Benefits of Leveraging Distributed Resources
Driven by economics, many CIOs are refocusing efforts on extracting additional efficiencies and maximizing the use of existing infrastructures. In addition, due to the increasing occurrences of man-made and natural disasters, as well as recommendations by industry experts, and new regulations, organizations are re-evaluating the true capability of their disaster recovery, business continuity and high availability solutions. Naturally, organizations would like to use existing facilities in remote locations where possible or locate new facilities as far away as practical. However, the implications of such distant sites on applications, replication performance and bandwidth requirements historically have forced organizations to make significant compromises in their ability to leverage these distributed resources.
Having the flexibility to dynamically use IT assets whenever and however the business demands would lead to significant efficiency gains. This fact has been the driving force behind revolutionary ideas such as LANs, SANs, clustering, and distributed computing technologies from major vendors. With this flexibility, applications and functions can be executed wherever the resources are available on a moment-by-moment basis. Simultaneously, the distributed geography of such a design can provide for a decidedly more robust DR/BC/HA environment.

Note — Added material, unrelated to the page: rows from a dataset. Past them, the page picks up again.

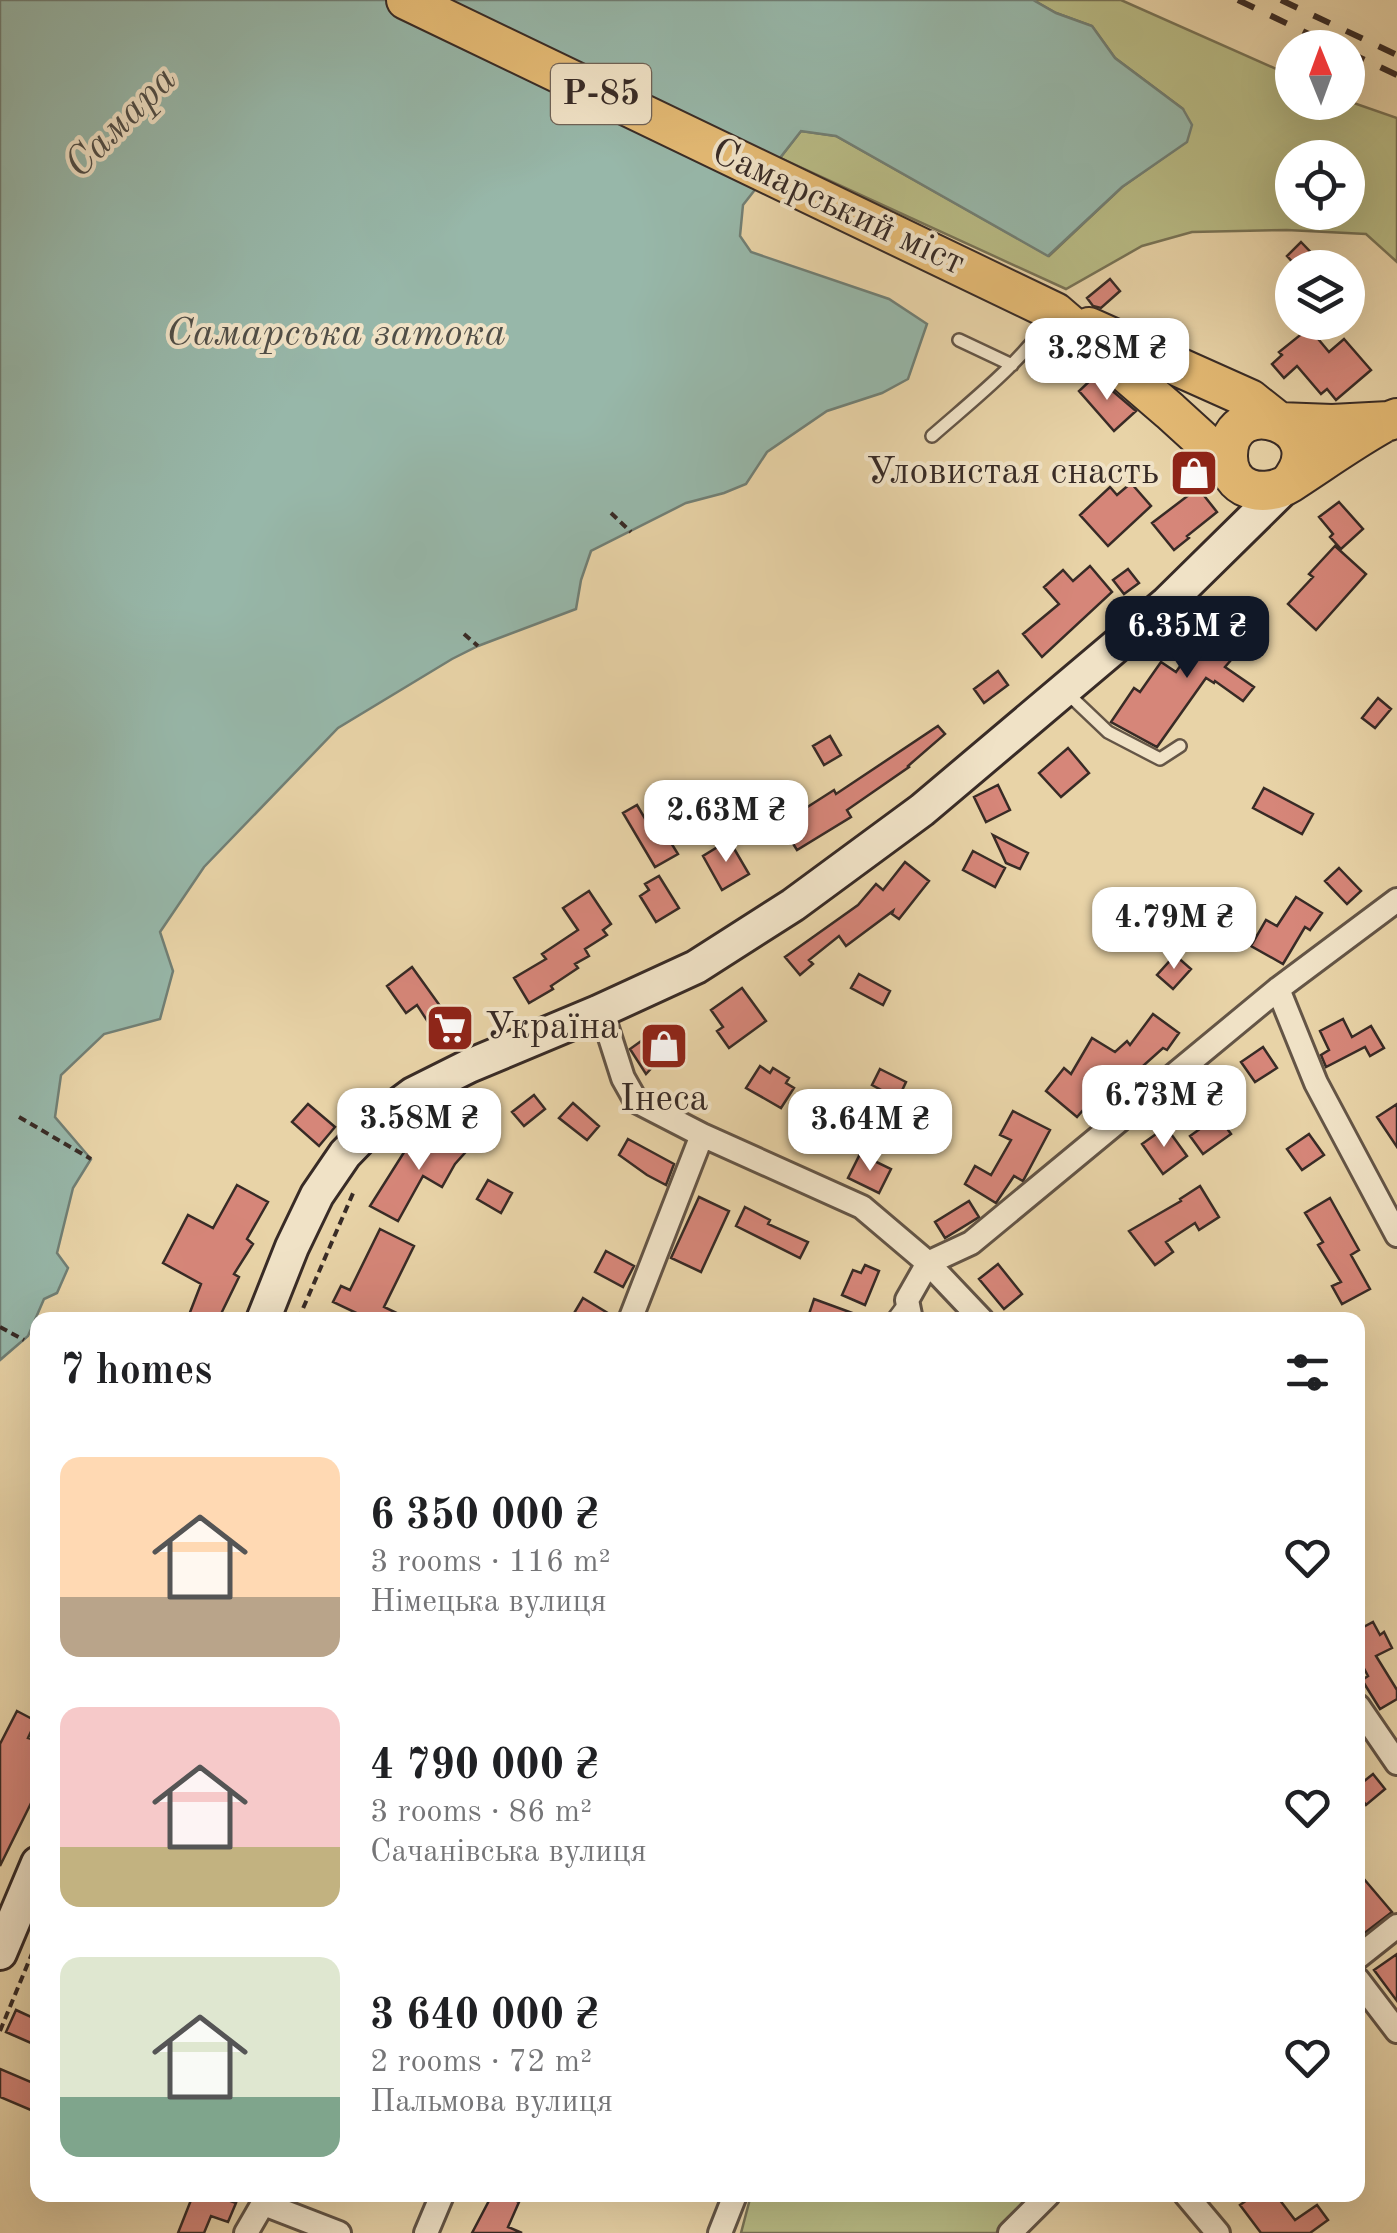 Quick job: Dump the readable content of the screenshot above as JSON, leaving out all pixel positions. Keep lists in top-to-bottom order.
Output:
{
  "streets": {
    "main road": ["Р-85", "Самарський міст"]
  },
  "crossings": [
    ["Р-85", "Самарський міст"]
  ],
  "water": ["Самара", "Самарська затока"],
  "places": {
    "shop": ["Уловистая снасть", "Інеса"],
    "supermarket": ["Україна"]
  },
  "north": "top",
  "page": {
    "price": [
      "3.28M ₴",
      "6.35M ₴",
      "2.63M ₴",
      "4.79M ₴",
      "6.73M ₴",
      "3.58M ₴",
      "3.64M ₴"
    ],
    "heading": "7 homes",
    "list": [
      {
        "name": "6 350 000 ₴",
        "note": "3 rooms · 116 m² · Німецька вулиця"
      },
      {
        "name": "4 790 000 ₴",
        "note": "3 rooms · 86 m² · Сачанівська вулиця"
      },
      {
        "name": "3 640 000 ₴",
        "note": "2 rooms · 72 m² · Пальмова вулиця"
      }
    ]
  }
}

After analysis, a common conclusion made by many organizations is that cost-effective and robust usage of distributed resources in this manner simply cannot be done due to bandwidth constraints. In this article, we will explore improvements in connectivity and storage solutions that promise to make such scenarios cost justifiable to the business.
Bandwidth
The amount of bandwidth required between the centers is often hard to quantify and not having enough bandwidth is always a risk. Adding bandwidth after the fact has traditionally been very slow and expensive. Initial project budgets often severely restrict the amount of bandwidth that can be procured, thus forcing many solutions to be scaled back to levels that begin to question original design concepts. The cost of bandwidth between facilities has led to a process of “bandwidth rationing” where bandwidth is treated as a scarce resource that must be parceled out in tiny increments so as to allow each application to have its “share.” Naturally, such a process leads to “bandwidth exhaustion” where the free flow of data between centers does not occur at the rates required for the flexible use of distributed data centers.
Conversely, bandwidth is not generally rationed within data centers, as it is cost-effective to simply add SAN/LAN capacity through switch/server/disk upgrades. Quantitatively, a large data center may have cumulative switching capacities on the order of hundreds of GB/s (GigaBytes/second) via hundreds of SAN/LAN ports. Relative to WANs, there is “bandwidth abundance” within data centers.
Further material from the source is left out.